[Records shown]
##########
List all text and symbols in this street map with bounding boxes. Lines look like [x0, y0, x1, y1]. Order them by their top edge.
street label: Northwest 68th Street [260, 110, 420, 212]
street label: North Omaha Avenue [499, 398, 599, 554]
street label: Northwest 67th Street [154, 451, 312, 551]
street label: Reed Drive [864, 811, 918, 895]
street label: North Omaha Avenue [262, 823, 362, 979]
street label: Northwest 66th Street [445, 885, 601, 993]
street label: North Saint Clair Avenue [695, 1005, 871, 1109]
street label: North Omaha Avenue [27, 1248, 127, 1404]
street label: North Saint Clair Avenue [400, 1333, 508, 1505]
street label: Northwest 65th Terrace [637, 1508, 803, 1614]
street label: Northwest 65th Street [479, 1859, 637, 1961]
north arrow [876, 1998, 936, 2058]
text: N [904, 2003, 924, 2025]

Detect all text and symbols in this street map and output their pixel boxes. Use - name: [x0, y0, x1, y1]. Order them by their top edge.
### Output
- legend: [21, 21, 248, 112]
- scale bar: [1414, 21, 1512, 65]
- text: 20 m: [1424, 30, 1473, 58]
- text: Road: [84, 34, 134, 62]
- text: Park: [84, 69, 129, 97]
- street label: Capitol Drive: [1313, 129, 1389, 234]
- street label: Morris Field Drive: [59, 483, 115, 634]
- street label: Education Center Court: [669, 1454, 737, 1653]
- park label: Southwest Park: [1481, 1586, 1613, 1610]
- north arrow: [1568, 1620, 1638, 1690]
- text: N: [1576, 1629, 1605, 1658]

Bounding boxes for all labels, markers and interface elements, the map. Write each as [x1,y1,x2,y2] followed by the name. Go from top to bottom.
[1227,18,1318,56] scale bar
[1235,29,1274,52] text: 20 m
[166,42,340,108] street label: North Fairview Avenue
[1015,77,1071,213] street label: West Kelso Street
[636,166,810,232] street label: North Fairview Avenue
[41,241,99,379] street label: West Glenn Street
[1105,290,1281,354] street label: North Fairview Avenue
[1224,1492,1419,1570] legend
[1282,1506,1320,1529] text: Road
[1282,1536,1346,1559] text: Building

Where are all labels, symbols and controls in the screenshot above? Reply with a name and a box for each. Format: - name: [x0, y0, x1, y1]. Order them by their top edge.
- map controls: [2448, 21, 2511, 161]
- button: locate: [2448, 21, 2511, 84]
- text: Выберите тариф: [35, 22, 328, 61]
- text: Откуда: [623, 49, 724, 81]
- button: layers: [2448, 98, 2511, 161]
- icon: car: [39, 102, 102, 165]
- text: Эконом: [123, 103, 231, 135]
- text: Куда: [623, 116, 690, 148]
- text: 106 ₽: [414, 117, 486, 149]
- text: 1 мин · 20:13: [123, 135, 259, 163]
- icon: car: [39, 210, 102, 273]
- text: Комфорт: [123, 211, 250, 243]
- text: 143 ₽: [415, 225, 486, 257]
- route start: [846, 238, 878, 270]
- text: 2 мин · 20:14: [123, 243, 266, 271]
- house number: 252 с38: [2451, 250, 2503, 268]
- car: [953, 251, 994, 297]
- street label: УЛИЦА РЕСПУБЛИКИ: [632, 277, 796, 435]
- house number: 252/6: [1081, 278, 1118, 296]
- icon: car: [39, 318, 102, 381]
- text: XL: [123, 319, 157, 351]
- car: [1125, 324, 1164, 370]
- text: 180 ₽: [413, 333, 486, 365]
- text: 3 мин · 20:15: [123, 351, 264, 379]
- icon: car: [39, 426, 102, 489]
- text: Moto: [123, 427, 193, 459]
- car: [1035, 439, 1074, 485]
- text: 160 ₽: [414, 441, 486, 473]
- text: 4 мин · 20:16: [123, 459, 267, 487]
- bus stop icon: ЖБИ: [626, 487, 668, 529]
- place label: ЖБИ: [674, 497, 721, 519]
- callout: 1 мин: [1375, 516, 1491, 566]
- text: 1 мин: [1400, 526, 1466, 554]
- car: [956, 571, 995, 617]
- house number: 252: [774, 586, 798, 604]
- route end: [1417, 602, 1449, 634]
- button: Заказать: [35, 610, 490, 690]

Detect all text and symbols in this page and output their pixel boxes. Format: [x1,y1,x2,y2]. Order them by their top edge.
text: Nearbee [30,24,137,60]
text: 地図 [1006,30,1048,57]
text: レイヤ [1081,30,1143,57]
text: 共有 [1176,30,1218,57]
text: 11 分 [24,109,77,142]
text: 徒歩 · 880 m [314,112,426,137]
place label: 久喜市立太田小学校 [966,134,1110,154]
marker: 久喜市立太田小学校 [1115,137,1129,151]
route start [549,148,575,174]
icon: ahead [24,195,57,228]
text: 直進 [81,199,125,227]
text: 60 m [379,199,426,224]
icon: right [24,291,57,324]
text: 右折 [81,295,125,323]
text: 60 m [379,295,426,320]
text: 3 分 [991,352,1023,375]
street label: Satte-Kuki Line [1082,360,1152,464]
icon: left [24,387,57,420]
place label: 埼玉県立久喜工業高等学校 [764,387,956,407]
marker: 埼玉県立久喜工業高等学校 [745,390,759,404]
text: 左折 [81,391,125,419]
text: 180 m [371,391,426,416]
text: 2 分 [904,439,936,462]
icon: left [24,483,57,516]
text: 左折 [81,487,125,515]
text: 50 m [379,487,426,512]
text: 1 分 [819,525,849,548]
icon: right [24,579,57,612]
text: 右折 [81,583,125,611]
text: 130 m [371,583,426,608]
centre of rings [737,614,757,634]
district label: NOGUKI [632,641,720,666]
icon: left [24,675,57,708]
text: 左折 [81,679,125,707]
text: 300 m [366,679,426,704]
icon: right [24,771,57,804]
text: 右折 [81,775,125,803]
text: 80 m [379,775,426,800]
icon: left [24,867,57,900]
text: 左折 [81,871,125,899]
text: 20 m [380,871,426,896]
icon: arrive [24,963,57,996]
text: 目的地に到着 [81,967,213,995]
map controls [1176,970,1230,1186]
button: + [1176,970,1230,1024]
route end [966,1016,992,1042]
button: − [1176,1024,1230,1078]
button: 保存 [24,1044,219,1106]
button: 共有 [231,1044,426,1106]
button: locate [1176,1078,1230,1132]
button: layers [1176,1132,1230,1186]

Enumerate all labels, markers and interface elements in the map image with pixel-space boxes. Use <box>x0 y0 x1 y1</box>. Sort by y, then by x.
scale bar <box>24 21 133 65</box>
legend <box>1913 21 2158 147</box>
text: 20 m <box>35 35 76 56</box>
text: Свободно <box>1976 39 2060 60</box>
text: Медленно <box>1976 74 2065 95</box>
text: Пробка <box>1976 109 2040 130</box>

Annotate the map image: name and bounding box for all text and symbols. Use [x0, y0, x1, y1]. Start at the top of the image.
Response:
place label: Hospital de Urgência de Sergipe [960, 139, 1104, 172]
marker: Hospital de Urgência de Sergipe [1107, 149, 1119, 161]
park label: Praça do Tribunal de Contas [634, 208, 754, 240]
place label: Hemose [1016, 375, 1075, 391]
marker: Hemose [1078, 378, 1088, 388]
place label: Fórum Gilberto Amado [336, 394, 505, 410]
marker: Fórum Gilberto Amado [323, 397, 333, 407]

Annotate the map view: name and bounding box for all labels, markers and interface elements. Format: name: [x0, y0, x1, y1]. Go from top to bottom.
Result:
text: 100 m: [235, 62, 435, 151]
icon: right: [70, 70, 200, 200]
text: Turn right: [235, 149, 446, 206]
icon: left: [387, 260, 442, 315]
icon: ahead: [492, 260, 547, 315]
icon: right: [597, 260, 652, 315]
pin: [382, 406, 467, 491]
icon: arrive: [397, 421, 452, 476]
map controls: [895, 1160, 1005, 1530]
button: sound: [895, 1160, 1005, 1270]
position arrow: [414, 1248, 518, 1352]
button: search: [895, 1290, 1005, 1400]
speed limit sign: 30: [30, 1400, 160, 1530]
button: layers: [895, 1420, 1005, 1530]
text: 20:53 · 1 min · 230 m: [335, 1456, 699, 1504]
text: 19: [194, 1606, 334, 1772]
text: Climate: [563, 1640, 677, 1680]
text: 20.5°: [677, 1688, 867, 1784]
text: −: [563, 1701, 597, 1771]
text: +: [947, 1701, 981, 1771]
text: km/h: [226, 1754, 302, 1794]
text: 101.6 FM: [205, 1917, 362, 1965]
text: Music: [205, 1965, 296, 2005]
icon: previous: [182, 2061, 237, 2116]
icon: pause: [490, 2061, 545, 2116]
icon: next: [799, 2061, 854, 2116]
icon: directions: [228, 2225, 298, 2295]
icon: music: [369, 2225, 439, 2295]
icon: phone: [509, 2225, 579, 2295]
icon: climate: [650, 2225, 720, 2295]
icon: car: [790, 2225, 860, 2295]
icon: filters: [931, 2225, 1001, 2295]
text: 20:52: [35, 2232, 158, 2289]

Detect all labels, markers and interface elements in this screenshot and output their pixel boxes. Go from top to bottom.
##########
[Task description] From the data above, copy every line where "Annotate" appears.

[Result of the task]
Annotate the map image: name and bounding box for all text and symbols. Use [x0, y0, x1, y1]. Start at the top of the image.
Annotate the map view: name and bounding box for all labels, markers and interface elements. Format: name: [x0, y0, x1, y1]. Go from top to bottom.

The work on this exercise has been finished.